Blanco: color de los santos y los ángeles, del bautismo. Expresa pureza, santidad, luz, fiesta.

Morado: duelo (negro) + fuego (rojo) = pena + amor = Adviento y Cuaresma = la pena de no tener aún al Niño + el amor por su inminente Nacimiento = pena del desierto y de la agonía + amor al Crucificado. “Penas es el traje de amadores.”

Verde: naturaleza, tiempo ordinario (no aburrido, sino el de la novedad q recomienza cada día, el diario reinicio de la Creación. Cada domingo, constante rememoria del Señor que vendrá: color de la esperanza. 

Rojo: sangre + fuego = mártires, Santa Cruz, Domingo de Ramos, Viernes Santo, Pentecostés (efusión del Amor), Confirmación, funerales de los Papas. 

Negro: tristeza y abatimiento, ahora sustituido por el violeta en Adviento y Cuaresma, puede seguir usándose en las Misas de difuntos. 

Rosa = morado dulcificado: tercer domingo de Adviento y cuarto de Cuaresma = pequeño respiro en tiempos penitenciales: Gaudete, Laetare: las penitencias no son fin, sino medio para experimentar las alegrías venideras. 

Azul: sólo una vez: en la fiesta de la Inmaculada Concepción = lo ideal, lo etéreo, lo infinito, la serenidad del cielo sin nubes, la amplitud donde se mueven los astros. Es el color de la majestad y del poder, y el color de fondo de la santidad, de lo irrepresentable, que aparece cuando nada se interpone en el horizonte y la vista se pierde en el infinito. 


Crear un espacio vital sagrado: silencio y recogimiento interior

    Llegar con antelación, para prepararse in situ y recogernos interiormente: llegar al menos 5 o 10 minutos antes: como haríamos en cualquier gran evento: éste es el mayor posible. 

    Silencio: el silencio exterior es el guardián del interior: desde unos minutos antes de comenzar la Misa. Silencio activo = disposición interior de alerta y anhelo: un torrente subterráneo que no se advierte en la superficie.

“La vida litúrgica comienza con la vivencia del silencio”. Sin silencio todo deja de ser importante: “es el primer requisito de toda acción sagrada” (Guardini). Es la primera forma de aceptar que se está ante lo Inefable. 

Dios prescribe el silencio no para preservar su poder, sino para comunicarse mejor con nosotros, como lo necesitamos para sumergirnos en la belleza y mensaje de una sublime melodía.
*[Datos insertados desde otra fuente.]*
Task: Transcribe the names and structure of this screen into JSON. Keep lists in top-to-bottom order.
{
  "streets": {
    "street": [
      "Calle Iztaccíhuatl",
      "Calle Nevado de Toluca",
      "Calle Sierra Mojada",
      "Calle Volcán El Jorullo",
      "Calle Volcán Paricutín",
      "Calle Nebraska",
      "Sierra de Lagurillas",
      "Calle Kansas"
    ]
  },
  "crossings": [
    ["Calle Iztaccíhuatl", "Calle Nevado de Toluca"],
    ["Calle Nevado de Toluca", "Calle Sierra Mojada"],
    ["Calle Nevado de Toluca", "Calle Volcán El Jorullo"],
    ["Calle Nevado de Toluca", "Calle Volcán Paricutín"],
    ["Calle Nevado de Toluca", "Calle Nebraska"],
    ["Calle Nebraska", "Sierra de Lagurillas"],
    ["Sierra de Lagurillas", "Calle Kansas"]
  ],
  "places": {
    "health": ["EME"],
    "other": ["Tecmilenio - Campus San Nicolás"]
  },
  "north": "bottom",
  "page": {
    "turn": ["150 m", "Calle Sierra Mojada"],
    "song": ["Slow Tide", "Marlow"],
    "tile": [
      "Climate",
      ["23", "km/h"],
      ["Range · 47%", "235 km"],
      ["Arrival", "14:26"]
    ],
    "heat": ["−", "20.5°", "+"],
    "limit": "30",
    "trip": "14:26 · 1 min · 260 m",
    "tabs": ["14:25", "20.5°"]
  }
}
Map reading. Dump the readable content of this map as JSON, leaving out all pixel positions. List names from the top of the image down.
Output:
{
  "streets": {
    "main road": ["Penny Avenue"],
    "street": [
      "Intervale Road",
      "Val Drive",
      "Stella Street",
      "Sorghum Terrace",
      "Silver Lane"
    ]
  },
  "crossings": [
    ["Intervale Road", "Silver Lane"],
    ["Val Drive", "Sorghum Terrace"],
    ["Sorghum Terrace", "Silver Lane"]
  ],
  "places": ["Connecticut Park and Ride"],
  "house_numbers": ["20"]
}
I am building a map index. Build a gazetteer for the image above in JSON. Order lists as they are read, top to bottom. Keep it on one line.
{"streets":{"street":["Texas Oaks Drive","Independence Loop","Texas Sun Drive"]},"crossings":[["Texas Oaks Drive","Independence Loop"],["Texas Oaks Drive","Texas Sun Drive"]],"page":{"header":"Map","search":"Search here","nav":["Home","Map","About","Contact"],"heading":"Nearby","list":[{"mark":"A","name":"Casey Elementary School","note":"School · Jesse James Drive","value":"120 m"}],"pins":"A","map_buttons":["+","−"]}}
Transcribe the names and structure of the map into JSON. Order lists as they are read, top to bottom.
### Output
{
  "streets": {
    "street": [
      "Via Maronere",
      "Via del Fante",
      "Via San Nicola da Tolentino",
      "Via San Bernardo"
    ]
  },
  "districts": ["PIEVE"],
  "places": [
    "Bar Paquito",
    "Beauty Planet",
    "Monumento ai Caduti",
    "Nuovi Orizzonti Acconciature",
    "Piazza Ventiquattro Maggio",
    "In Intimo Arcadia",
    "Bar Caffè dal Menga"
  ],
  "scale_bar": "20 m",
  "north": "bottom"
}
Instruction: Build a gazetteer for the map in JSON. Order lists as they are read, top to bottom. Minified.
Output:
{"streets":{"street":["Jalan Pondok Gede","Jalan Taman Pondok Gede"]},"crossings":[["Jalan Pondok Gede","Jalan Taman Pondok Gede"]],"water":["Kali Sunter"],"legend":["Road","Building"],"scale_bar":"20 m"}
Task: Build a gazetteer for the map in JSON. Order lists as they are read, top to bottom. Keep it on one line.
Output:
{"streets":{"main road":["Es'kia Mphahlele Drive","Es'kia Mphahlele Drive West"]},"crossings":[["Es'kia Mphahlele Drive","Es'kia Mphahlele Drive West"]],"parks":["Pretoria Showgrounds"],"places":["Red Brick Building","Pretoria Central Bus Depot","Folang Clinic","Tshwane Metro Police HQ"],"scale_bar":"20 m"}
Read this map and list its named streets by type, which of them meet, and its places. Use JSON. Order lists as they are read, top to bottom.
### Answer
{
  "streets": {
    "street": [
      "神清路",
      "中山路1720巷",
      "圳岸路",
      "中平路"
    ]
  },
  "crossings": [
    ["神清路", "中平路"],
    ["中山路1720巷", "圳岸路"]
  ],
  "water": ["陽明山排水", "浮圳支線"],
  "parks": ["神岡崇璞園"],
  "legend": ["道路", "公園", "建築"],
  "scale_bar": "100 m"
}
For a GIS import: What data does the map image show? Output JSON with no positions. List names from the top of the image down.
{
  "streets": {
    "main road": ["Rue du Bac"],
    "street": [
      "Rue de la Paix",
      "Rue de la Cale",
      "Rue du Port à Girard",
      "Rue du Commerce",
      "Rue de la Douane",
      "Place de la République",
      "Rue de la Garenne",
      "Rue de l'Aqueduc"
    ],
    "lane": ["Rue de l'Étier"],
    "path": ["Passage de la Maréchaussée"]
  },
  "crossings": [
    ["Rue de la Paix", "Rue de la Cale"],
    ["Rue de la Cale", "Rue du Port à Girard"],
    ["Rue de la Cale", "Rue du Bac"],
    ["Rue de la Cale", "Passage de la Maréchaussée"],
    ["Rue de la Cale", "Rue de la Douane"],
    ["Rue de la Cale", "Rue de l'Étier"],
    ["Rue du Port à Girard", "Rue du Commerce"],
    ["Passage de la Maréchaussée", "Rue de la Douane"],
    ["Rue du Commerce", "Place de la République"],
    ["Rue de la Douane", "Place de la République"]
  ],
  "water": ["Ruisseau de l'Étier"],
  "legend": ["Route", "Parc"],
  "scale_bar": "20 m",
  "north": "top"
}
Isaías 41, 1: “¡Escuchadme en silencio!”: para dejarnos poseer por lo divino. Salmo 76, 8: “Toda la tierra enmudece en su Presencia.” La Misa es más que su Presencia: es su mismo Sacrificio: sólo cabe honrarlo en silencio.

    Recogimiento: silencio, para adueñarnos de nuestro interior, y poseyéndole, dirigirlo donde deseamos. Ejercitarnos en la oración mental, sin abandonar el control de nuestras facultades interiores (memoria, imaginación) y aislar nuestros sentidos externos, especialmente vista y oído: se nota cuando hay desasosiego en una persona: pasea su mirada alrededor, cambia constantemente de postura, carraspea, mira el móvil, acomoda su ropa… Está inquieta. No está presente, porque no está recogida. Quien se adueña de sí mismo puede acercarse al Misterio, descubrir al Protagonista, conversar con Él o con su Padre celestial, establecer secretas comunicaciones. 

    Crear un espacio vital sagrado: “Quítate las sandalias, porque el lugar que pisas es sagrado”: porque nos dirigimos al Padre celestial: sobra el aire de familiaridad inoportuna y ruidosa, que banaliza la Misa. Podemos construir ese espacio en el interior, con un diálogo yo-Tú, Tú-yo: porque en la liturgia la acción es de Dios, Él hace lo esencial. Tomar conciencia de esa actio divina hará aparecer la comunicación, la adoración, la sensibilidad del corazón ante lo divino: Dios existe ante mí, y yo existo ante Dios. Él se dirige a mí, y yo me dirijo a Él, en su Misterio Pascual, en ese momento definitivo de la Humanidad y del Cosmos. 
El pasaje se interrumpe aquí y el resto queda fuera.